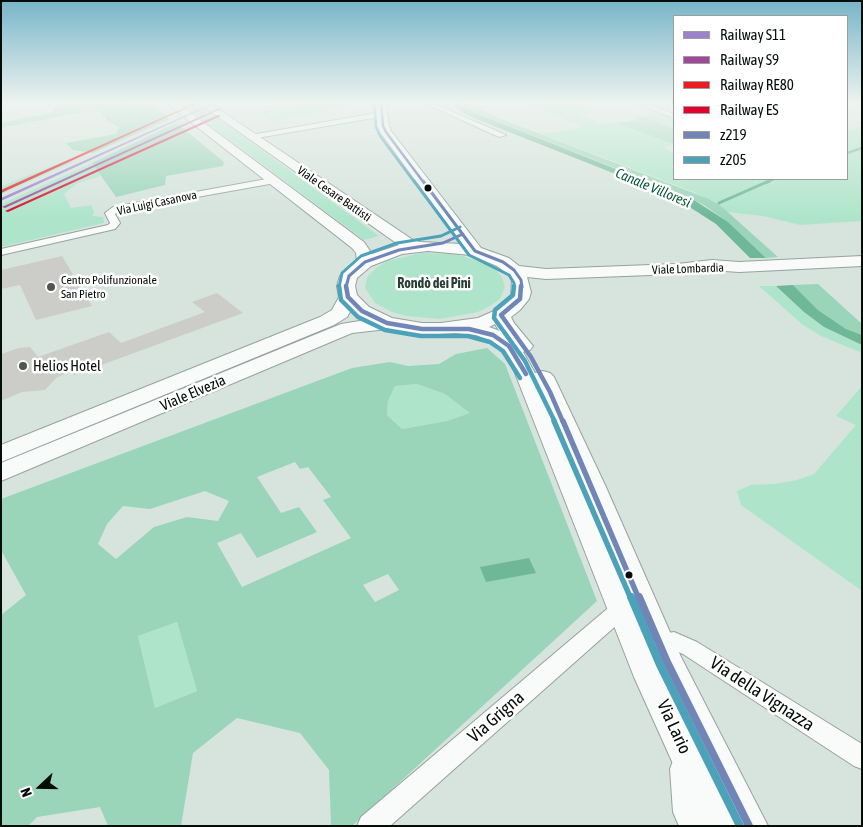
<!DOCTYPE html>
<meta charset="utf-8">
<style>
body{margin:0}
#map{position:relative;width:863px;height:827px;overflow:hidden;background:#d6e4dd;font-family:"Asap Condensed",sans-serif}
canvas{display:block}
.frame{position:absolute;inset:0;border:2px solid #050d09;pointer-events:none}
.legend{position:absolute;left:673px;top:15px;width:175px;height:165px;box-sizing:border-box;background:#fff;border:1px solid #9b9e9d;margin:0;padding:6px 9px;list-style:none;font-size:15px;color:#050d09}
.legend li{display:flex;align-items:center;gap:10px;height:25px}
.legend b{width:25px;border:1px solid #9b9e9d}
.north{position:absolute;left:15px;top:762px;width:50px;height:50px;-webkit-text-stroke:4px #fff;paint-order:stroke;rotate:249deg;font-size:14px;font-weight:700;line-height:20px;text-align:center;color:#050d09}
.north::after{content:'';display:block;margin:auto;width:18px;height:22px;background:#050d09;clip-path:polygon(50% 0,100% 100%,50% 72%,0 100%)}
</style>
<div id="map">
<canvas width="863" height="827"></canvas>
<div class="frame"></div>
<ul class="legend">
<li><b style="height:6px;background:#9a83c9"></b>Railway S11</li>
<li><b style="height:6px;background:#a0499a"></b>Railway S9</li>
<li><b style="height:6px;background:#ed1c24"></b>Railway RE80</li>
<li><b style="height:6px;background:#e4002b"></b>Railway ES</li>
<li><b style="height:6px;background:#7186b7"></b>z219</li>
<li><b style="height:6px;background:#4ca2b8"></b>z205</li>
</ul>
<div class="north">N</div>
</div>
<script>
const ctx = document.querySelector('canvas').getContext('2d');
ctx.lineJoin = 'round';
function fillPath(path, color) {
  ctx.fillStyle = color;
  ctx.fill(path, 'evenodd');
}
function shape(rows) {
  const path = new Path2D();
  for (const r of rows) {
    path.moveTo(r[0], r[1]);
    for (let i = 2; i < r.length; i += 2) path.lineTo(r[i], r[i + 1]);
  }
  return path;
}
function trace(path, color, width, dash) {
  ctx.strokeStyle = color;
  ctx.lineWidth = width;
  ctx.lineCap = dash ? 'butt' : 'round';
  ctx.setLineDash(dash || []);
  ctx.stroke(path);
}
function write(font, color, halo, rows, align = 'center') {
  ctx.font = font + ' "Asap Condensed",sans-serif';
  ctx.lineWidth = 5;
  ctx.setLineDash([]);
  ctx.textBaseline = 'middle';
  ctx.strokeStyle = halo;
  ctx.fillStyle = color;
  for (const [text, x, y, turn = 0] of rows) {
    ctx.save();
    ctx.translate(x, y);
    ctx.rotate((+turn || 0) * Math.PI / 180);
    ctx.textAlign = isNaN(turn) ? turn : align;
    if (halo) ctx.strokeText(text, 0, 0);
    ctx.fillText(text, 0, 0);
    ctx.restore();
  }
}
fillPath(shape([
 [179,102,196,102,379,236,364,240],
 [316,102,337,102,349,107,274,121,258,112],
 [530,102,572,102,593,111,579,114,601,124,613,122,674,144,662,147,674,153,674,179,847,179,847,130,862,126,862,147,860,148,862,149,862,221,800,225,763,216,727,212,721,206,694,192,542,134,584,127,523,103],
 [662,113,674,117,674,129,642,116],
 [65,161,73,162,1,194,1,186],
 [92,163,101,176,78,183,64,194,71,208,91,205,94,212,92,216,103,217,104,223,1,247,1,204],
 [421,253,455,254,485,263,494,268,502,277,505,287,500,299,490,306,478,312,440,319,407,316,392,312,375,303,365,288,367,277,376,268,387,261],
 [759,286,776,286,804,312,824,327,862,345,862,353,821,336,803,325],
 [417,384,445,394,471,413,447,421,402,429,387,415,388,401,395,386],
 [862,386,862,591,741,505,737,491,751,485,775,484,797,480,814,474,856,425,836,416],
 [177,622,197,691,155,708,138,636]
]), '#aee5ca');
fillPath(shape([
 [68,102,78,105,91,102,152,104,170,119,93,153,73,150,66,143,116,134,119,127,108,122,100,112,88,111,1,128,1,123,53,112,54,104],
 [459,102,467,102,496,117,709,199,721,206,778,257,766,258,728,222,704,205,684,195,485,117,473,112],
 [642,116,674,129,674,142,670,143,616,123,639,120,635,118],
 [174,124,179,125,224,162,223,166,166,176,165,185,116,197,92,163],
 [818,284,862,324,862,335,846,329,818,310,793,285],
 [487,348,505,364,597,601,352,826,331,826,329,770,300,733,237,718,193,753,181,826,108,826,100,807,37,817,28,826,1,826,1,615,26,595,1,550,1,499,352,368,390,362,408,366,439,364,456,354],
 [417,384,445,394,470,413,447,421,402,429,387,415,388,401,395,386],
 [295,462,300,469,308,467,331,497,323,500,351,538,242,587,217,543,241,533,257,558,317,532,299,507,281,513,257,477],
 [205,491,229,501,218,521,187,517,154,527,116,559,98,544,107,524,123,506,150,509],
 [388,574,399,590,375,602,363,585],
 [177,622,197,691,155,708,138,636]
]), '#9ad5b9');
fillPath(shape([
 [449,102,459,102,473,112,485,117,694,200,728,222,766,258,750,258,716,224,674,197,476,119,463,113],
 [793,285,818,310,846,329,862,335,862,345,824,327,804,312,776,286],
 [529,558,536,573,486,582,480,567]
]), '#6eb797');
trace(shape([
 [847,153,862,148],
 [766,183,774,179]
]), '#6eb797', 2.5);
trace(shape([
 [719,203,769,181]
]), '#6eb797', 3);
fillPath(shape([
 [62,256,92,306,36,320,20,285,1,289,1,270],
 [217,293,243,313,74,375,71,371,56,378,45,390,22,392,1,401,1,354,19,348,30,347,38,357,109,332,121,343,205,312,192,302]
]), '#cccdc9');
const street = shape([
 [422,102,430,102,506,135,499,137,422,102],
 [633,102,642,102,674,114,674,118,633,102],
 [382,112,386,114,385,116,251,139,247,137,251,135,382,112],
 [272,178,275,179,275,183,119,211,115,214,120,223,115,229,1,255,1,249,108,225,110,223,105,213,113,207,272,178],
 [624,606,631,608,634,614,631,620,619,623,390,826,357,826,361,817,607,609,624,606],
 [674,632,697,642,862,744,862,769,854,766,683,654,673,650,658,651,651,648,648,642,651,636,674,632],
 [682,757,691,761,694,769,699,811,705,826,679,826,673,812,670,769,673,761,682,757]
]);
const secondary = shape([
 [165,102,176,102,364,242,372,254,399,245,197,102,208,102,413,240,420,242,462,244,380,132,377,126,376,102,386,102,389,126,391,131,481,248,509,258,519,266,546,269,677,264,712,260,739,262,862,256,862,266,739,272,712,270,677,274,546,279,527,277,531,292,529,299,520,310,511,317,514,323,533,346,530,350,523,352,535,373,543,371,550,373,554,377,605,485,681,657,768,826,701,826,634,677,513,368,501,350,491,341,476,335,455,333,422,335,387,329,352,333,1,481,1,463,341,324,366,320,351,310,347,317,334,325,1,462,1,445,320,317,332,310,339,297,337,286,340,276,357,261,356,253,352,248,165,102],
 [428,251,471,255,497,266,508,274,512,280,511,298,494,311,478,318,441,323,422,323,392,318,369,307,357,295,355,286,357,278,371,266,402,254,428,251],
 [495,324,498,329,500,331,489,327,495,324]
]);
trace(street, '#97a39d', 2);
trace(secondary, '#97a39d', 2);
fillPath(street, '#f9fbfa');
fillPath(secondary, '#f9fbfa');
trace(shape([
 [381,102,383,126,386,132,424,183]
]), '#7186b7', 2.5);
trace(shape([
 [423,181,475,251,503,262,514,270,521,280,522,287],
 [346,287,349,276,365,262,399,250,443,243,463,234]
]), '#7186b7', 3);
trace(shape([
 [346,286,348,297,362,311,387,323,422,329,469,329,493,335,509,346,526,374],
 [521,286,520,299,501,315,531,357,550,392,563,422]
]), '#7186b7', 4.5);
trace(shape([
 [563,421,639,599]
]), '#7186b7', 5.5);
trace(shape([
 [639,597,667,662,749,826]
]), '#7186b7', 8);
trace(shape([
 [374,103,376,127,380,136,415,183]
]), '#4ca2b8', 2.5);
trace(shape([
 [414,181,469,255,509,275,514,283,514,287],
 [339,287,342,273,361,256,397,243,441,236,460,227]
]), '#4ca2b8', 3);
trace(shape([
 [339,286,341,300,358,317,385,330,421,336,468,336,490,342,503,351,520,378],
 [514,286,513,295,495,310,494,318,525,361,555,422]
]), '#4ca2b8', 4.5);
trace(shape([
 [554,421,631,599]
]), '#4ca2b8', 5.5);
trace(shape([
 [631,597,660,665,740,826]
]), '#4ca2b8', 8);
fillPath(shape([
 [215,102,218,102,1,201,1,198,215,102]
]), '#9a83c9');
fillPath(shape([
 [219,108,221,109,5,208,2,207,219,108]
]), '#a0499a');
fillPath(shape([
 [197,102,200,102,1,193,1,190,197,102]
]), '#ed1c24');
fillPath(shape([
 [218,115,221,116,8,212,5,211,218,115]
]), '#e4002b');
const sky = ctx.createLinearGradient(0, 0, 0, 218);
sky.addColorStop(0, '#77b5c8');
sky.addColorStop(0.47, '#edf3f0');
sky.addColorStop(1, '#edf3f000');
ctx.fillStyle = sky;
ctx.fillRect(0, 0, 863, 218);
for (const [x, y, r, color] of [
 [428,188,4.5,"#050d09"],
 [51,287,5,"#4e5853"],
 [23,366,5,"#4e5853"],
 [629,575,4.5,"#050d09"]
]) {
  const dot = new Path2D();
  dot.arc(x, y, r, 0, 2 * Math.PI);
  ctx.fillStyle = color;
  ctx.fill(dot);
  trace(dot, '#fff', 2);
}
write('12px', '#050d09', '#fff', [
 ["Viale Cesare Battisti",334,194,35],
 ["Via Luigi Casanova",157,203,-12],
 ["Viale Lombardia",688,269,-2]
]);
write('12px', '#050d09', '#fff', [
 ["Centro Polifunzionale",61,280],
 ["San Pietro",61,294]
], 'left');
write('italic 14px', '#0b593c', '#fff', [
 ["Canale Villoresi",653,188,23]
]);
write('bold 14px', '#2a3f34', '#fff', [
 ["Rondò dei Pini",434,284]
]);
write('15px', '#050d09', '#fff', [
 ["Helios Hotel",33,366]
], 'left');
write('15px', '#050d09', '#fff', [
 ["Viale Elvezia",193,393,-23]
]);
write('18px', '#050d09', '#fff', [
 ["Via della Vignazza",762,694,33],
 ["Via Grigna",496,717,-41],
 ["Via Lario",674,727,65]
]);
</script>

◆ ◆ ◆ ◆ ◆ ◆ ◆

Work task
Search the entries above for the word "Math", and copy every line where it occurs.

Answer for the task
    ctx.rotate((+turn || 0) * Math.PI / 180);
  dot.arc(x, y, r, 0, 2 * Math.PI);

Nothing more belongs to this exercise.